*Task instructions*. Apart from the pictures, every part of the records below gets retyped exactly.

Collected data:
[Start of Attachment]
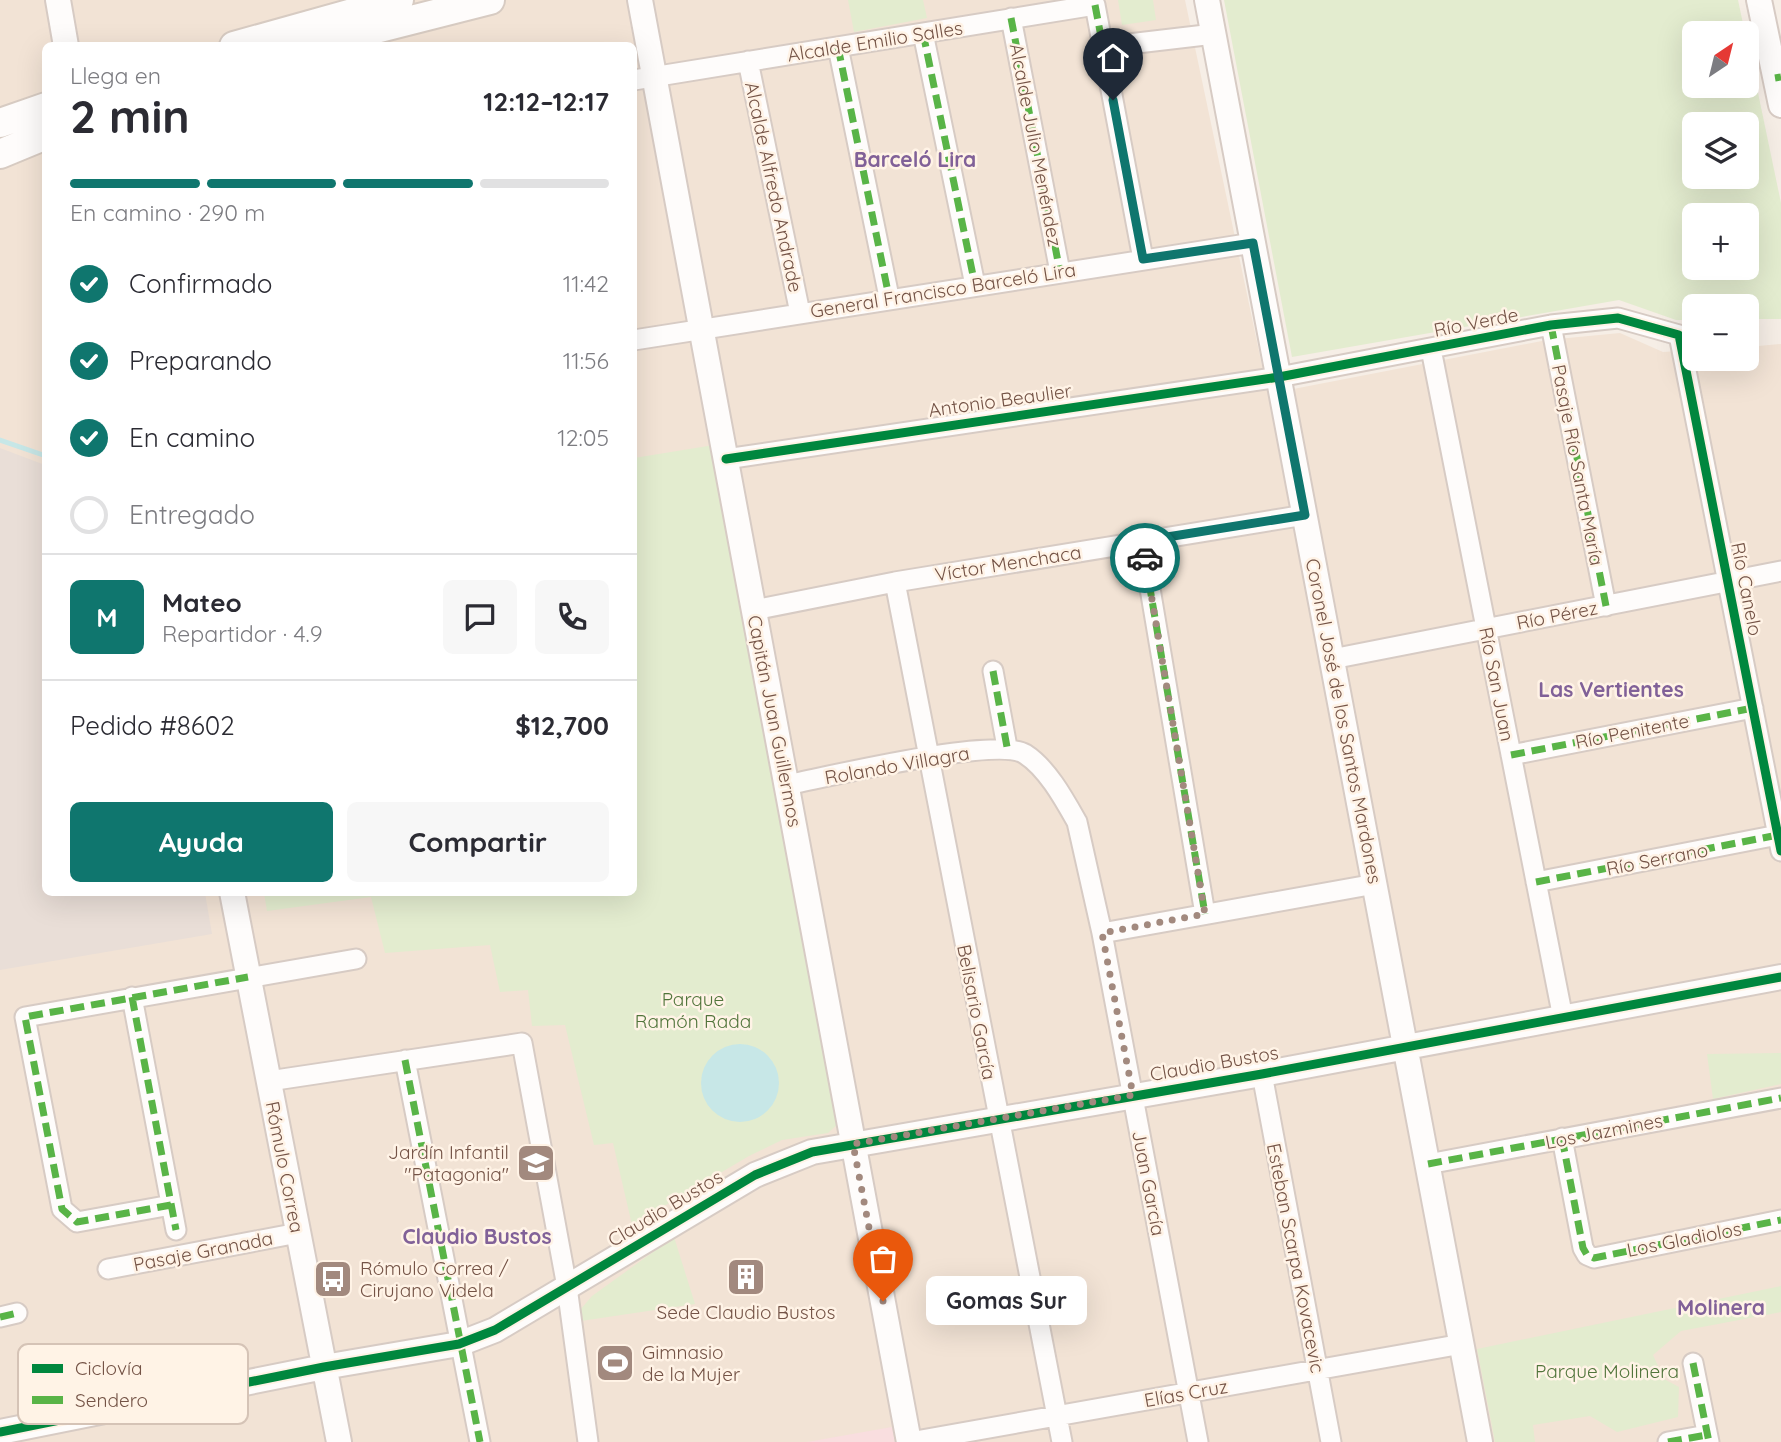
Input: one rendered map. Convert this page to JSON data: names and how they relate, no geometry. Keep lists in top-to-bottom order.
{
  "streets": {
    "street": [
      "Alcalde Emilio Salles",
      "Alcalde Julio Menéndez",
      "Alcalde Alfredo Andrade",
      "General Francisco Barceló Lira",
      "Río Verde",
      "Antonio Beaulier",
      "Pasaje Río Santa María",
      "Víctor Menchaca",
      "Río Canelo",
      "Río Pérez",
      "Río San Juan",
      "Capitán Juan Guillermos",
      "Coronel José de los Santos Mardones",
      "Río Penitente",
      "Rolando Villagra",
      "Río Serrano",
      "Belisario García",
      "Claudio Bustos",
      "Los Jazmines",
      "Rómulo Correa",
      "Juan García",
      "Los Gladiolos",
      "Pasaje Granada",
      "Esteban Scarpa Kovacevic",
      "Elías Cruz"
    ]
  },
  "crossings": [
    ["Alcalde Emilio Salles", "Alcalde Julio Menéndez"],
    ["Alcalde Emilio Salles", "Alcalde Alfredo Andrade"],
    ["Alcalde Emilio Salles", "Capitán Juan Guillermos"],
    ["Alcalde Julio Menéndez", "General Francisco Barceló Lira"],
    ["Alcalde Alfredo Andrade", "General Francisco Barceló Lira"],
    ["General Francisco Barceló Lira", "Capitán Juan Guillermos"],
    ["General Francisco Barceló Lira", "Coronel José de los Santos Mardones"],
    ["Río Verde", "Antonio Beaulier"],
    ["Río Verde", "Pasaje Río Santa María"],
    ["Río Verde", "Río Canelo"],
    ["Río Verde", "Río San Juan"],
    ["Río Verde", "Coronel José de los Santos Mardones"],
    ["Antonio Beaulier", "Capitán Juan Guillermos"],
    ["Antonio Beaulier", "Coronel José de los Santos Mardones"],
    ["Pasaje Río Santa María", "Río Pérez"],
    ["Víctor Menchaca", "Capitán Juan Guillermos"],
    ["Víctor Menchaca", "Coronel José de los Santos Mardones"],
    ["Víctor Menchaca", "Belisario García"],
    ["Río Canelo", "Río Pérez"],
    ["Río Canelo", "Río Penitente"],
    ["Río Canelo", "Río Serrano"],
    ["Río Pérez", "Río San Juan"],
    ["Río Pérez", "Coronel José de los Santos Mardones"],
    ["Río San Juan", "Río Penitente"],
    ["Río San Juan", "Río Serrano"],
    ["Río San Juan", "Claudio Bustos"],
    ["Capitán Juan Guillermos", "Rolando Villagra"],
    ["Capitán Juan Guillermos", "Claudio Bustos"],
    ["Capitán Juan Guillermos", "Elías Cruz"],
    ["Coronel José de los Santos Mardones", "Claudio Bustos"],
    ["Coronel José de los Santos Mardones", "Los Jazmines"],
    ["Coronel José de los Santos Mardones", "Elías Cruz"],
    ["Rolando Villagra", "Belisario García"],
    ["Rolando Villagra", "Juan García"],
    ["Belisario García", "Claudio Bustos"],
    ["Belisario García", "Elías Cruz"],
    ["Claudio Bustos", "Rómulo Correa"],
    ["Claudio Bustos", "Juan García"],
    ["Claudio Bustos", "Esteban Scarpa Kovacevic"],
    ["Los Jazmines", "Los Gladiolos"],
    ["Rómulo Correa", "Pasaje Granada"],
    ["Juan García", "Elías Cruz"],
    ["Esteban Scarpa Kovacevic", "Elías Cruz"]
  ],
  "districts": [
    "Barceló Lira",
    "Las Vertientes",
    "Claudio Bustos",
    "Molinera"
  ],
  "parks": ["Parque Ramón Rada", "Parque Molinera"],
  "places": {
    "school or university": ["Jardín Infantil \"Patagonia\""],
    "building": ["Sede Claudio Bustos"],
    "bus stop": ["Rómulo Correa / Cirujano Videla"],
    "other": ["Gomas Sur"],
    "sports": ["Gimnasio de la Mujer"]
  },
  "legend": ["Ciclovía", "Sendero"],
  "north": "top right",
  "page": {
    "map_buttons": ["+", "−"],
    "heading": ["2 min", "Llega en", "12:12–12:17"],
    "panel": [
      "Mateo",
      "Repartidor · 4.9",
      "Pedido #8602",
      "$12,700"
    ],
    "bar": "En camino · 290 m",
    "list": [
      ["Confirmado", "11:42"],
      ["Preparando", "11:56"],
      ["En camino", "12:05"],
      "Entregado"
    ],
    "round": "M",
    "buttons": ["Ayuda", "Compartir"],
    "bubble": "Gomas Sur"
  }
}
[End of Attachment]
*Answer to the exercise*.
Input: one rendered map. Convert this page to JSON data: names and how they relate, no geometry. Keep lists in top-to-bottom order.
{
  "streets": {
    "street": [
      "Alcalde Emilio Salles",
      "Alcalde Julio Menéndez",
      "Alcalde Alfredo Andrade",
      "General Francisco Barceló Lira",
      "Río Verde",
      "Antonio Beaulier",
      "Pasaje Río Santa María",
      "Víctor Menchaca",
      "Río Canelo",
      "Río Pérez",
      "Río San Juan",
      "Capitán Juan Guillermos",
      "Coronel José de los Santos Mardones",
      "Río Penitente",
      "Rolando Villagra",
      "Río Serrano",
      "Belisario García",
      "Claudio Bustos",
      "Los Jazmines",
      "Rómulo Correa",
      "Juan García",
      "Los Gladiolos",
      "Pasaje Granada",
      "Esteban Scarpa Kovacevic",
      "Elías Cruz"
    ]
  },
  "crossings": [
    ["Alcalde Emilio Salles", "Alcalde Julio Menéndez"],
    ["Alcalde Emilio Salles", "Alcalde Alfredo Andrade"],
    ["Alcalde Emilio Salles", "Capitán Juan Guillermos"],
    ["Alcalde Julio Menéndez", "General Francisco Barceló Lira"],
    ["Alcalde Alfredo Andrade", "General Francisco Barceló Lira"],
    ["General Francisco Barceló Lira", "Capitán Juan Guillermos"],
    ["General Francisco Barceló Lira", "Coronel José de los Santos Mardones"],
    ["Río Verde", "Antonio Beaulier"],
    ["Río Verde", "Pasaje Río Santa María"],
    ["Río Verde", "Río Canelo"],
    ["Río Verde", "Río San Juan"],
    ["Río Verde", "Coronel José de los Santos Mardones"],
    ["Antonio Beaulier", "Capitán Juan Guillermos"],
    ["Antonio Beaulier", "Coronel José de los Santos Mardones"],
    ["Pasaje Río Santa María", "Río Pérez"],
    ["Víctor Menchaca", "Capitán Juan Guillermos"],
    ["Víctor Menchaca", "Coronel José de los Santos Mardones"],
    ["Víctor Menchaca", "Belisario García"],
    ["Río Canelo", "Río Pérez"],
    ["Río Canelo", "Río Penitente"],
    ["Río Canelo", "Río Serrano"],
    ["Río Pérez", "Río San Juan"],
    ["Río Pérez", "Coronel José de los Santos Mardones"],
    ["Río San Juan", "Río Penitente"],
    ["Río San Juan", "Río Serrano"],
    ["Río San Juan", "Claudio Bustos"],
    ["Capitán Juan Guillermos", "Rolando Villagra"],
    ["Capitán Juan Guillermos", "Claudio Bustos"],
    ["Capitán Juan Guillermos", "Elías Cruz"],
    ["Coronel José de los Santos Mardones", "Claudio Bustos"],
    ["Coronel José de los Santos Mardones", "Los Jazmines"],
    ["Coronel José de los Santos Mardones", "Elías Cruz"],
    ["Rolando Villagra", "Belisario García"],
    ["Rolando Villagra", "Juan García"],
    ["Belisario García", "Claudio Bustos"],
    ["Belisario García", "Elías Cruz"],
    ["Claudio Bustos", "Rómulo Correa"],
    ["Claudio Bustos", "Juan García"],
    ["Claudio Bustos", "Esteban Scarpa Kovacevic"],
    ["Los Jazmines", "Los Gladiolos"],
    ["Rómulo Correa", "Pasaje Granada"],
    ["Juan García", "Elías Cruz"],
    ["Esteban Scarpa Kovacevic", "Elías Cruz"]
  ],
  "districts": [
    "Barceló Lira",
    "Las Vertientes",
    "Claudio Bustos",
    "Molinera"
  ],
  "parks": ["Parque Ramón Rada", "Parque Molinera"],
  "places": {
    "school or university": ["Jardín Infantil \"Patagonia\""],
    "building": ["Sede Claudio Bustos"],
    "bus stop": ["Rómulo Correa / Cirujano Videla"],
    "other": ["Gomas Sur"],
    "sports": ["Gimnasio de la Mujer"]
  },
  "legend": ["Ciclovía", "Sendero"],
  "north": "top right",
  "page": {
    "map_buttons": ["+", "−"],
    "heading": ["2 min", "Llega en", "12:12–12:17"],
    "panel": [
      "Mateo",
      "Repartidor · 4.9",
      "Pedido #8602",
      "$12,700"
    ],
    "bar": "En camino · 290 m",
    "list": [
      ["Confirmado", "11:42"],
      ["Preparando", "11:56"],
      ["En camino", "12:05"],
      "Entregado"
    ],
    "round": "M",
    "buttons": ["Ayuda", "Compartir"],
    "bubble": "Gomas Sur"
  }
}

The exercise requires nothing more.